ECE 476 SPRING 2002 FINAL PROJECT

 
ELECTRONICS
 



Block diagram of the hardware (excluding the filters)

 
The PC starts the operation of the STM by issuing commands to the MCU. In return, the MCU generates the appropriate x and y driver signals. These signals are converted to analog by a set of DAC0808s, and the outputs of the DACs are applied to the x/y terminals of the piezzo disk. The -x/-y terminals are connected to inverted versions of the DAC outputs.

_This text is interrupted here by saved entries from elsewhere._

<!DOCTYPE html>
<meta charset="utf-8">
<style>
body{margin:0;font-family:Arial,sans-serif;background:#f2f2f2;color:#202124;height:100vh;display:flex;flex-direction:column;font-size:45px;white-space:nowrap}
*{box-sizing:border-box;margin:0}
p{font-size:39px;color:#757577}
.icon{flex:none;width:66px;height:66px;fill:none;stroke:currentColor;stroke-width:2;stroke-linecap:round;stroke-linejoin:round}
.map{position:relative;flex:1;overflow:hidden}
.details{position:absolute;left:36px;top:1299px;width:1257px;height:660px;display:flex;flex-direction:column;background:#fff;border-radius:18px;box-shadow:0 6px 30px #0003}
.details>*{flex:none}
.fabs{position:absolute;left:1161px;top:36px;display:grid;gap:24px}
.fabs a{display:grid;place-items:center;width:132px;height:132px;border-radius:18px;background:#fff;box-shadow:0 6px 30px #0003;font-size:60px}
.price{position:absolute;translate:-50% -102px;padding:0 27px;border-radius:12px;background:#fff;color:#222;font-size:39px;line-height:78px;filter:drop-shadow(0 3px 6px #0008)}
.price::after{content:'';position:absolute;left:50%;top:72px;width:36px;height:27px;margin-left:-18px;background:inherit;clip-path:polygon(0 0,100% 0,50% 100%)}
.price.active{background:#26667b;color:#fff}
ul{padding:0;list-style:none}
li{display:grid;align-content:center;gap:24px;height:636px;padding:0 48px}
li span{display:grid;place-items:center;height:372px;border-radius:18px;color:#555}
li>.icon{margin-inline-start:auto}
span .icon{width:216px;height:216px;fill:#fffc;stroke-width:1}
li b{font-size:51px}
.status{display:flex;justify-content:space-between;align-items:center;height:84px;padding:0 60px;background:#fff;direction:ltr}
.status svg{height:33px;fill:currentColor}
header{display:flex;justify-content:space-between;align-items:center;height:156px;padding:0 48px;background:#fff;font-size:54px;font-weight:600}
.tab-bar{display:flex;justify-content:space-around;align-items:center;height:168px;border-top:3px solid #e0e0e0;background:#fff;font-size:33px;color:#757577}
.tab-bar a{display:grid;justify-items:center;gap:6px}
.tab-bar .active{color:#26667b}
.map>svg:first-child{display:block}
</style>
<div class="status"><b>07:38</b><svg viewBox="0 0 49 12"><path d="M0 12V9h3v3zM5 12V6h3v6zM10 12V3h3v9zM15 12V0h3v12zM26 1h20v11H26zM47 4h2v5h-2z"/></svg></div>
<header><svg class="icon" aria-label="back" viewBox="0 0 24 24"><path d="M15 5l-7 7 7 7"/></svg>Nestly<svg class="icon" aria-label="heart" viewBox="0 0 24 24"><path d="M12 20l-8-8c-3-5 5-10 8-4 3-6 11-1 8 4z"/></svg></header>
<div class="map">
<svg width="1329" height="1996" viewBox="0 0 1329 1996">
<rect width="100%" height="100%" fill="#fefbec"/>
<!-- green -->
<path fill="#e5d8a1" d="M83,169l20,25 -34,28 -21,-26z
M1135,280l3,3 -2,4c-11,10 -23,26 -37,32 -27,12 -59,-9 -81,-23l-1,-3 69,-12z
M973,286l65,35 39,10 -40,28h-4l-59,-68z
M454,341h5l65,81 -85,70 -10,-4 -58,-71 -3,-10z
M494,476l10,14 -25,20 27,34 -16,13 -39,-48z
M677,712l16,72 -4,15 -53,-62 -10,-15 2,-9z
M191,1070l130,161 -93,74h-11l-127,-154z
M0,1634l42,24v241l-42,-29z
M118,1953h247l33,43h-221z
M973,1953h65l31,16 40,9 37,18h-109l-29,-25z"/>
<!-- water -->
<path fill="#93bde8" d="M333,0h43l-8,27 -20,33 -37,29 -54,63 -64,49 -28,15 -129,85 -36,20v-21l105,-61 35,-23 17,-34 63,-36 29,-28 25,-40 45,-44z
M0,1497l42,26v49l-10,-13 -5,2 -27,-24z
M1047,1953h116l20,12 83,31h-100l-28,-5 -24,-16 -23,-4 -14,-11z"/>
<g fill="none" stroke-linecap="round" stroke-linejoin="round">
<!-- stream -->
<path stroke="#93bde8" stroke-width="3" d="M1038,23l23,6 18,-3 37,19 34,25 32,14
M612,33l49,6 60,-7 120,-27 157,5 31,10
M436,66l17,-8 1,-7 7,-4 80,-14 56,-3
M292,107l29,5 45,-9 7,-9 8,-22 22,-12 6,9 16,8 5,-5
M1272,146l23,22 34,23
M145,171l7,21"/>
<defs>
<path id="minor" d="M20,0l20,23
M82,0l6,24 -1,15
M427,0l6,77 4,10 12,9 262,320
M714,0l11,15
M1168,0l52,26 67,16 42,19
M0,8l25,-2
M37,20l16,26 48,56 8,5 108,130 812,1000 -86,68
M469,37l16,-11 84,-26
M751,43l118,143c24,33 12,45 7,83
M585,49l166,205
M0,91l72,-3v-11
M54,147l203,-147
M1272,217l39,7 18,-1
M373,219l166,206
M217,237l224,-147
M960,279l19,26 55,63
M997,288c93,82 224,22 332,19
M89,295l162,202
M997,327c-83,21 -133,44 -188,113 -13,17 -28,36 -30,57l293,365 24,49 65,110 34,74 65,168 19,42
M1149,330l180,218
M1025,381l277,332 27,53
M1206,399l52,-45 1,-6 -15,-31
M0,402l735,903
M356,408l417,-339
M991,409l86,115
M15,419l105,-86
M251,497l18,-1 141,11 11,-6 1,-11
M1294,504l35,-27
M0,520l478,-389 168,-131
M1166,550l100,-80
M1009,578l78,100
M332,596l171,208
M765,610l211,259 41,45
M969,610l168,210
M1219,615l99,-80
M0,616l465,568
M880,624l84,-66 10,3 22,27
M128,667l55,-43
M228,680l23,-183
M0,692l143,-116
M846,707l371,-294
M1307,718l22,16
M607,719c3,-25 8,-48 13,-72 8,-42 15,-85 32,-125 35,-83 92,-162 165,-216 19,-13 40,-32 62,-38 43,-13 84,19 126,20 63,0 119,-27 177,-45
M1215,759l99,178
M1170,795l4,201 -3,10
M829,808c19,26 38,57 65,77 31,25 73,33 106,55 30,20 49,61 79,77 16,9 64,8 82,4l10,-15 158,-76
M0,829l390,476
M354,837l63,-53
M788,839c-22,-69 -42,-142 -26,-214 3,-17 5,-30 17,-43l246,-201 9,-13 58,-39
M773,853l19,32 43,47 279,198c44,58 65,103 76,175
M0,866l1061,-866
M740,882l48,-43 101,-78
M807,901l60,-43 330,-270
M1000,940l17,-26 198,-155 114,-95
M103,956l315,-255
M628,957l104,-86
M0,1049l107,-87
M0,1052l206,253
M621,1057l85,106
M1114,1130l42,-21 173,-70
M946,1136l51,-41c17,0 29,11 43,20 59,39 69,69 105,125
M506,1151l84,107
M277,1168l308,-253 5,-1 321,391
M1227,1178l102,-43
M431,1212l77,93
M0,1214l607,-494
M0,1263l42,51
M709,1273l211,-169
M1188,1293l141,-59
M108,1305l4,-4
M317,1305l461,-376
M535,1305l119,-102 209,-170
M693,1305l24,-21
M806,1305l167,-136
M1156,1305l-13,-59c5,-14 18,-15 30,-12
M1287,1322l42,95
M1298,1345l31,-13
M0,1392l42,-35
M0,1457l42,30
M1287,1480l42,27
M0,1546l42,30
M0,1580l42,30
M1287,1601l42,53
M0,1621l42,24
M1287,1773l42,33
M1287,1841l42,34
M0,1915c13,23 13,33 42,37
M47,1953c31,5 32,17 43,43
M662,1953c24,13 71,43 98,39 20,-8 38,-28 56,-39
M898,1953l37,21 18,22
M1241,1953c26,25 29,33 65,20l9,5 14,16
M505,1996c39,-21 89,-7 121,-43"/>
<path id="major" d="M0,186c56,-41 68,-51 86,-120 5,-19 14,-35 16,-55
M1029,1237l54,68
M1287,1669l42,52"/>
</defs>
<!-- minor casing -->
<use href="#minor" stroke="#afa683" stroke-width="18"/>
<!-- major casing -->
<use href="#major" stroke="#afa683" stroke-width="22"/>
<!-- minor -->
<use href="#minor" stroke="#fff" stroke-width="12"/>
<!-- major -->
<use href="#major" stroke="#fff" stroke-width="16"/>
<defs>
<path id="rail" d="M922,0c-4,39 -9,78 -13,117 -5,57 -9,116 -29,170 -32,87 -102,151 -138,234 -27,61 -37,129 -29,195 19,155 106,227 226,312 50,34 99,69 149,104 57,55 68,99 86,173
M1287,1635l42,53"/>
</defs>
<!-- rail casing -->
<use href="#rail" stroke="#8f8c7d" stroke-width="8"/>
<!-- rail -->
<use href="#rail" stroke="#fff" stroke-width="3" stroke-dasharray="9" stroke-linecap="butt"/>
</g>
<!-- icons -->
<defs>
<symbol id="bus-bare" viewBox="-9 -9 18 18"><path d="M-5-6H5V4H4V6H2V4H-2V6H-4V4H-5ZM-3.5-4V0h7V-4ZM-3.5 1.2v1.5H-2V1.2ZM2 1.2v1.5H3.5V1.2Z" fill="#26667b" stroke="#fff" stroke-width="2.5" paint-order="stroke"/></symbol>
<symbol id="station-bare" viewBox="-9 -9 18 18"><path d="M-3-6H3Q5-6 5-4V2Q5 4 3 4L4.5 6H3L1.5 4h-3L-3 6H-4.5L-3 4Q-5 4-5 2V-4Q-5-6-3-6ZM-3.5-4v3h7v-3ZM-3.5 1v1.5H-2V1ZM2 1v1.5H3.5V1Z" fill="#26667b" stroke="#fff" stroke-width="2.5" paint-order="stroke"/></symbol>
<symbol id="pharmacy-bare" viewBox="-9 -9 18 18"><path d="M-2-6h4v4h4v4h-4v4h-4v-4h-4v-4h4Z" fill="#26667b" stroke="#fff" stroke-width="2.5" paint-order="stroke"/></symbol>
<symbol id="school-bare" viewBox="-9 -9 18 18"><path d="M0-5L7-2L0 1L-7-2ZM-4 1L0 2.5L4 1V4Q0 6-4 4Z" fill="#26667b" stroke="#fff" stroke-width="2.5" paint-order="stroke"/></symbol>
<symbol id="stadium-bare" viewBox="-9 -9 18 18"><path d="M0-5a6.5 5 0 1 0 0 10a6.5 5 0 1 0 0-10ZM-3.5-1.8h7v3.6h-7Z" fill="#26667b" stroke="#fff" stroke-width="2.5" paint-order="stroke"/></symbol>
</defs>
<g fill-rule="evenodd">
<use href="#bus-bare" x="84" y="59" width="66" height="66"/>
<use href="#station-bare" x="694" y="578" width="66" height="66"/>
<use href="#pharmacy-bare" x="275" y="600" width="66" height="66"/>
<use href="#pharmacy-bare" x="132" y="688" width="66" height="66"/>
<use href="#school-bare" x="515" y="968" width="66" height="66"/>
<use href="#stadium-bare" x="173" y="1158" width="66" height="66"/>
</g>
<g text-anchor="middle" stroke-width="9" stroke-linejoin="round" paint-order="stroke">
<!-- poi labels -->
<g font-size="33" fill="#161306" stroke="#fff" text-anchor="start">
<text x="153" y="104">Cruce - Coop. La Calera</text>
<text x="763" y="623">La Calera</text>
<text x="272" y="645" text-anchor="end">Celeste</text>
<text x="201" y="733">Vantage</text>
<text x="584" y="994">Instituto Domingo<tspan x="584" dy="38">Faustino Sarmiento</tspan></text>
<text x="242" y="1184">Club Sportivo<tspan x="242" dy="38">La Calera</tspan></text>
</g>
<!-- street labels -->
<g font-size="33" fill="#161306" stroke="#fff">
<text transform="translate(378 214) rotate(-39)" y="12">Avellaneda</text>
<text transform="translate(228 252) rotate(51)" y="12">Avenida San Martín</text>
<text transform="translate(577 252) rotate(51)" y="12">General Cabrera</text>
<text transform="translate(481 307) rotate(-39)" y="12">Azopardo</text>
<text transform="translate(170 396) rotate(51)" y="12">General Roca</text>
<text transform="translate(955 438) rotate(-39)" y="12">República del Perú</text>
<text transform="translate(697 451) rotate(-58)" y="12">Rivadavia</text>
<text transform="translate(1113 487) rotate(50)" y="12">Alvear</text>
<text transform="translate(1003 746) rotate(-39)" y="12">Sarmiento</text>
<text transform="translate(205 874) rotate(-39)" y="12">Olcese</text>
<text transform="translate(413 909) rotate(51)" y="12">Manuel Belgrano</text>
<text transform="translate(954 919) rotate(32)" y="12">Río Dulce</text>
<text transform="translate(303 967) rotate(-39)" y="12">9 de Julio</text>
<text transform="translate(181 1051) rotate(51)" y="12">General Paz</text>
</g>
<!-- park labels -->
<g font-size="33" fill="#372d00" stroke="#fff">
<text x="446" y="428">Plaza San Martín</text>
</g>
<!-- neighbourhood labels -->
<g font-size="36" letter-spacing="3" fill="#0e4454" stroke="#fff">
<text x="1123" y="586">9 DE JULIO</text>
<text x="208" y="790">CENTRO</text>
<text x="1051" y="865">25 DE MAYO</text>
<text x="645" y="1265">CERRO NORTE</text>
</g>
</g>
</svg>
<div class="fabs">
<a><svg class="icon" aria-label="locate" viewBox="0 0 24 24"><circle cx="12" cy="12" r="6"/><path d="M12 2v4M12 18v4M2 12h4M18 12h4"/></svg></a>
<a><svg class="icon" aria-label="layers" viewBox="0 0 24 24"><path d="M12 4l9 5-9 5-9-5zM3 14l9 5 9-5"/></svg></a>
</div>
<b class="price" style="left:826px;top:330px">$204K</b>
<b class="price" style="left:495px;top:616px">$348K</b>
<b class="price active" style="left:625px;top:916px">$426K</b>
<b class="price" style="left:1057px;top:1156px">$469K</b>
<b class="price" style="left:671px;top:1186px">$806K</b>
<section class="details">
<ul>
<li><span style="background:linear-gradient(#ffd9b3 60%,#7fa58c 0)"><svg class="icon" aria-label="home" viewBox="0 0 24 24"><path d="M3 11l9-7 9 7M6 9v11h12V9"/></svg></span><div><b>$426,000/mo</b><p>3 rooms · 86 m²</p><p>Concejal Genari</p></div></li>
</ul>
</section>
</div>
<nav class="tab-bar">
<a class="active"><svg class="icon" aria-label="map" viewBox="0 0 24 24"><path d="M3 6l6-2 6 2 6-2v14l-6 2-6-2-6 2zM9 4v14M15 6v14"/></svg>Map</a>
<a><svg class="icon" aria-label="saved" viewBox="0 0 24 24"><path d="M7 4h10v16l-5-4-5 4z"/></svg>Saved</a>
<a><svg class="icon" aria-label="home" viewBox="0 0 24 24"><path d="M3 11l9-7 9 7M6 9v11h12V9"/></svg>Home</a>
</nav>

The tunneling current flows from the tip attached to the unimorph to the pre-amplifier, which is a current-to-voltage op-amp amplifier with a gain of 108. The output is then subtracted from the set point voltage corresponding to the desired sample-tip separation. The result, when non-zero, indicates the difference between the set point distance and the actual sample-tip separation at the location being scanned. By amplifying this difference and sampling it with the ADC, the tunneling current is measured. The difference signal is also input to a feedback control circuit, which integrates its input to generate a voltage level that increases as the difference gets larger. This voltage is treated as the z-driver for the piezzo. Thus, the tip gets closer to the sample if the distance is larger then the set-point distance and moves away from the sample if the sample-tip separation is shorter than the set-point distance.

Various low-pass filters (not shown on the block diagram) were also used to minimize the noise level. The mechanical assembly was shorted to ground for 60Hz noise cancellation. For certain measurements requiring minimal noise (step sizes lower than 5nm), the entire circuitry was placed in a Faraday cage made out of aluminum foil.

Refer to the schematics section for the full circuitry.
 
MECHANICAL ASSEMBLY
 
The mechanical assembly consists of a vibration isolator and a metal piece for supporting the unimorph and doing the coarse adjustment of the tip. The vibration isolator basically acts as damped spring with a heavy mass attached to it. The metal piece has an adjustable knob that has a 5 micron/degree resolution.

To get the tip even closer to the surface after the coarse adjustment, a secondary piezzo is placed under the sample. By varying the voltage on this piezzo, it is possible to lift the sample up and down.